Subgroup of Austronesian languages spoken in Indonesia

The Batak languages (/ˈbatək/
BAT-ək) are a subgroup of the Austronesian languages spoken by the Batak people in the Indonesian province of North Sumatra and surrounding areas.

==Internal classification==

The Batak languages can be divided into two main branches, Northern Batak and Southern Batak. Simalungun was long considered an intermediary, but in current classifications it is recognized as part of the Southern branch. Within Northern Batak, a study noted 80% cognate words between Karo and Alas, 81% with Pakpak, 76% with Simalungun & Toba, and 30% with Malay (Indonesian). Karo and Toba Batak are mutually unintelligible.

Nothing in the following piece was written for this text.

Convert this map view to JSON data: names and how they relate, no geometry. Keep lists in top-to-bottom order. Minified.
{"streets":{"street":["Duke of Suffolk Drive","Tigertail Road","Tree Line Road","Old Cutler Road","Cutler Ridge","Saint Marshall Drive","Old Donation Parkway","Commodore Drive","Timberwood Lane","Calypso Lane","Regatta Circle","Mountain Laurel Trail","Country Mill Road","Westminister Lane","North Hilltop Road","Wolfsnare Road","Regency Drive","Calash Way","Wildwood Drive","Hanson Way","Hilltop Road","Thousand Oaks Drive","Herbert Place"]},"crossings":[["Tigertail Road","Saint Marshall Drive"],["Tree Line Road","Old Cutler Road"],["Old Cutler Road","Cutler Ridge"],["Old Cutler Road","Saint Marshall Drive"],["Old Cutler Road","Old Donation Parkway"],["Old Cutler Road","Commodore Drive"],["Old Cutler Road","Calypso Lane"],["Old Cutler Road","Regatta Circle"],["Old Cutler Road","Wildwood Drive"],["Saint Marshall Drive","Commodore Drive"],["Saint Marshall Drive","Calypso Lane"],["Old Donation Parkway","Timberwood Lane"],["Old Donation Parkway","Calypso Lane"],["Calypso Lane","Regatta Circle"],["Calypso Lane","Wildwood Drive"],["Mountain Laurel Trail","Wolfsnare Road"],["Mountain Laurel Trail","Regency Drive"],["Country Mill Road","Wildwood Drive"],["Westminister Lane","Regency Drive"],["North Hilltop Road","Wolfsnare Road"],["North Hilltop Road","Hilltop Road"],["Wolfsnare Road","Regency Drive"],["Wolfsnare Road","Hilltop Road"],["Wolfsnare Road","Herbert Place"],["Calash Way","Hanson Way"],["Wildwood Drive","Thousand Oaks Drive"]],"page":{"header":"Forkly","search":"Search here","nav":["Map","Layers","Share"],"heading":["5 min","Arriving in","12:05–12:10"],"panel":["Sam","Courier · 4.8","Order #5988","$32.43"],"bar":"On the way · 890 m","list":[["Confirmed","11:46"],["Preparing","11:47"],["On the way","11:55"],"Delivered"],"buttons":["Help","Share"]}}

Mandailing, Toba and Angkola are related to each other and mutually intelligible. Karo dialects
are mutually intelligible with other Northern Batak languages named Alas – Kluet languages in the southern part of Aceh, and are also partially mutually intelligible with Pakpak and Singkil. Some Pakpak (Dairi) dialects are also partially mutually intelligible with Toba dialects. Simalungun dialects are sometimes partially mutually intelligible with both Northern and Southern Batak, but they are more comprehensible with other Southern Batak languages (Toba-Angkola-Mandailing). The geographical influences on the Batak languages can be seen in the map in the infobox; Lake Toba separates the Karo (Northern Batak) from direct contact with the Toba (Southern Batak).

== Reconstruction ==

The Batak languages can be shown to descend from a hypothetical common ancestor, Proto-Batak (which in turn originates from Proto-Austronesian). The sound system of Proto-Batak was reconstructed by Adelaar (1981).

Proto-Batak consonants
|  |  | Labial | Alveolar | Palatal | Velar | Glottal |
| Stop | voiceless | *p | *t | *c | *k |  |
| voiced | *b | *d | *j | *ɡ |  |
| Fricative |  |  |  | *s |  | *h |
| Nasal |  | *m | *n |  | *ŋ |  |
| Semivowel |  | *w |  | *y |  |  |
| Lateral |  |  | *l |  |  |  |
| Trill |  |  | *r |  |  |  |

Proto-Batak Vowels
|  | Front | Central | Back |
|---|---|---|---|
| High | *i |  | *u |
| Mid |  | *ə |  |
| Low |  | *a |  |

Final diphthongs: *-uy, *-ey, *-ow.

The Proto-Batak sounds underwent the following changes in the individual daughter languages:

- Proto-Batak *k became h in initial and medial position in the Southern Batak languages:
 Proto-Batak *kalak > Toba, Simalungun halak; Karo kalak 'person'
 Proto-Batak *dukut > Toba, Simalungun duhut; Karo dukut 'grass'

- Proto-Batak *h was lost in Toba, Angkola and Mandailing:
 Proto-Batak *pərəh > Toba poro, Simalungun poroh, Karo pereh /pərəh/ 'wring out'

- Proto-Batak final voiced stops *b, *d, and *g are retained only in Simalungun. In Toba, Angkola and Mandailing, they are unvoiced, while in the Northern Batak languages, they changed to homorganic nasals (/m/, /n/, /ŋ/):
 Proto-Batak *dələg > Simalungun dolog, Toba dolok, Karo deleng /dələŋ/ 'mountain'.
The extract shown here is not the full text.